(Collected data entries)
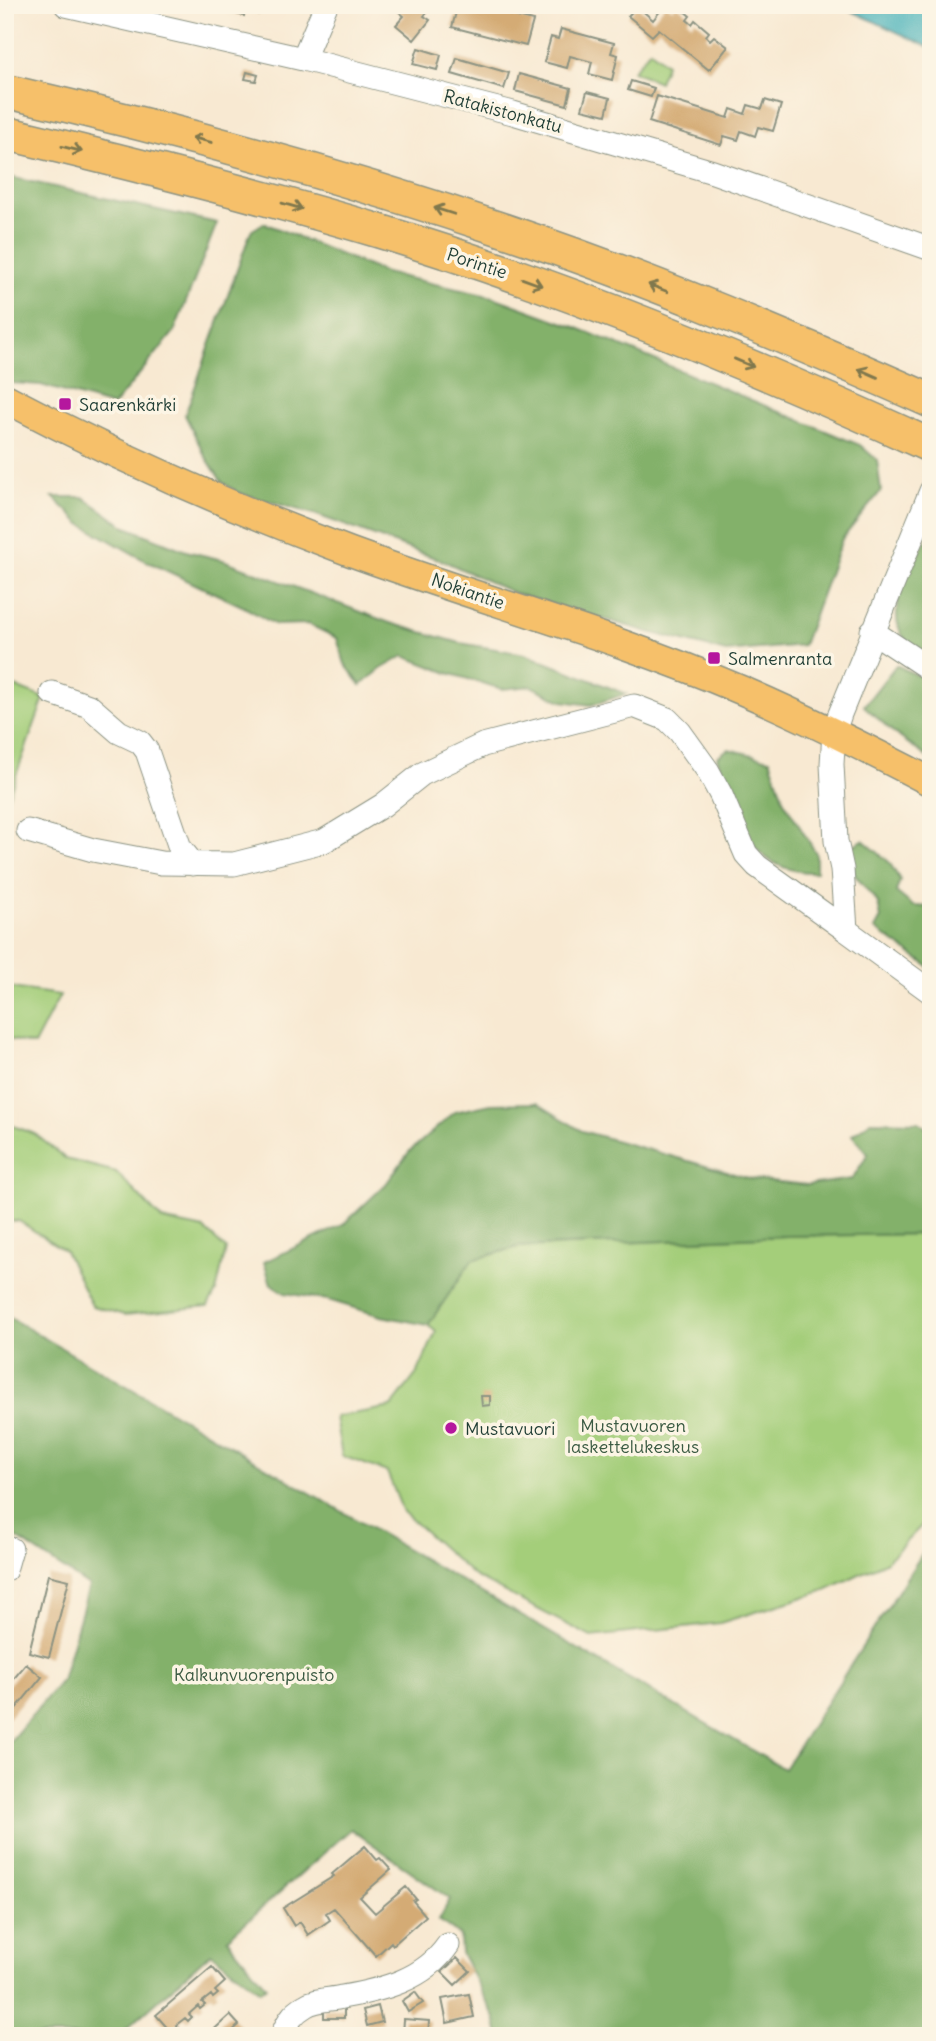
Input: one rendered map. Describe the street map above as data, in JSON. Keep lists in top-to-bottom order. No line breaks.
{"streets":{"highway":["Porintie"],"main road":["Nokiantie"],"street":["Ratakistonkatu"]},"parks":["Mustavuoren laskettelukeskus","Kalkunvuorenpuisto"],"places":{"transit":["Saarenkärki","Salmenranta"],"other":["Mustavuori"]}}
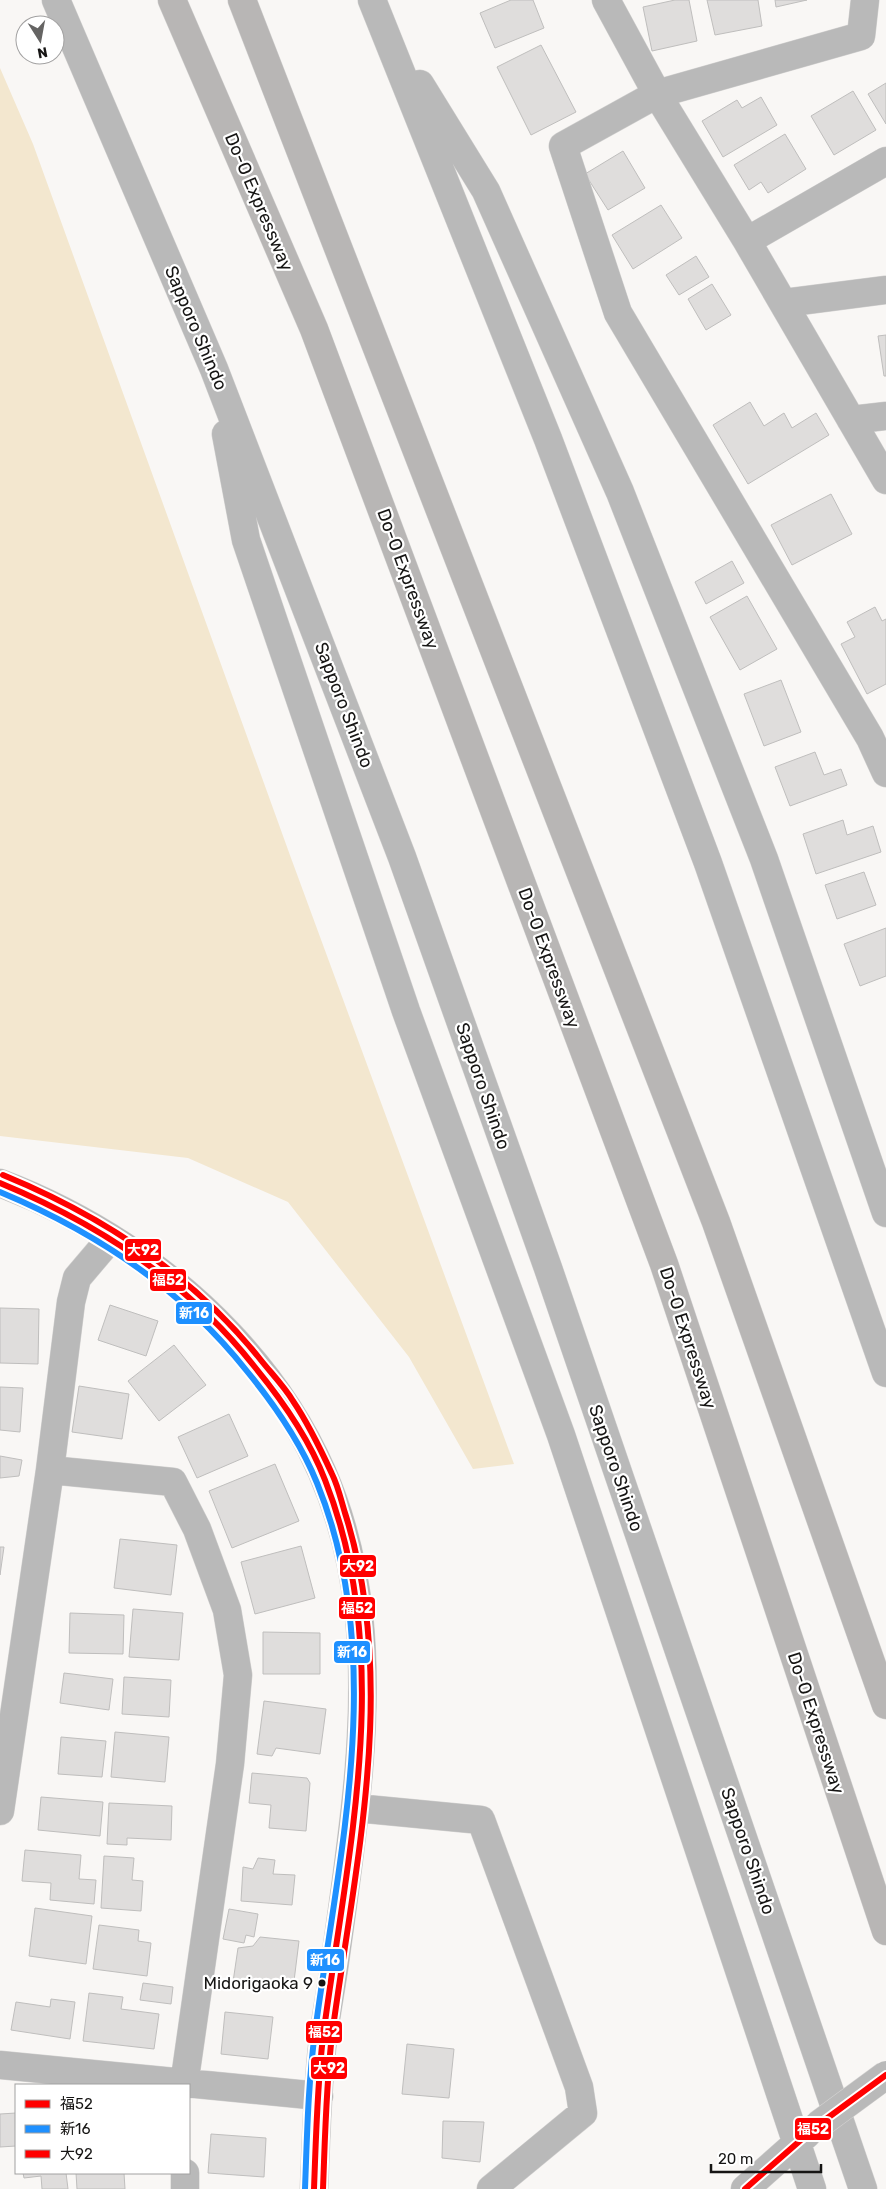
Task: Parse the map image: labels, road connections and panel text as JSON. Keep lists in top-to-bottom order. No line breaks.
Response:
{"streets":{"highway":["Do-O Expressway"],"street":["Sapporo Shindo"]},"places":["Midorigaoka 9"],"lines":["transit line 大92","transit line 福52","transit line 新16"],"legend":["福52","新16","大92"],"scale_bar":"20 m","north":"bottom"}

- _REQUIRED WORK_
The response should repeat each record precisely and contain no pictures.

- _REPLY TO THE TASK_
Input: one rendered map. Describe the street map above as data, in JSON. Keep lists in top-to-bottom order. No line breaks.
{"streets":{"highway":["Porintie"],"main road":["Nokiantie"],"street":["Ratakistonkatu"]},"parks":["Mustavuoren laskettelukeskus","Kalkunvuorenpuisto"],"places":{"transit":["Saarenkärki","Salmenranta"],"other":["Mustavuori"]}}
Task: Parse the map image: labels, road connections and panel text as JSON. Keep lists in top-to-bottom order. No line breaks.
Response:
{"streets":{"highway":["Do-O Expressway"],"street":["Sapporo Shindo"]},"places":["Midorigaoka 9"],"lines":["transit line 大92","transit line 福52","transit line 新16"],"legend":["福52","新16","大92"],"scale_bar":"20 m","north":"bottom"}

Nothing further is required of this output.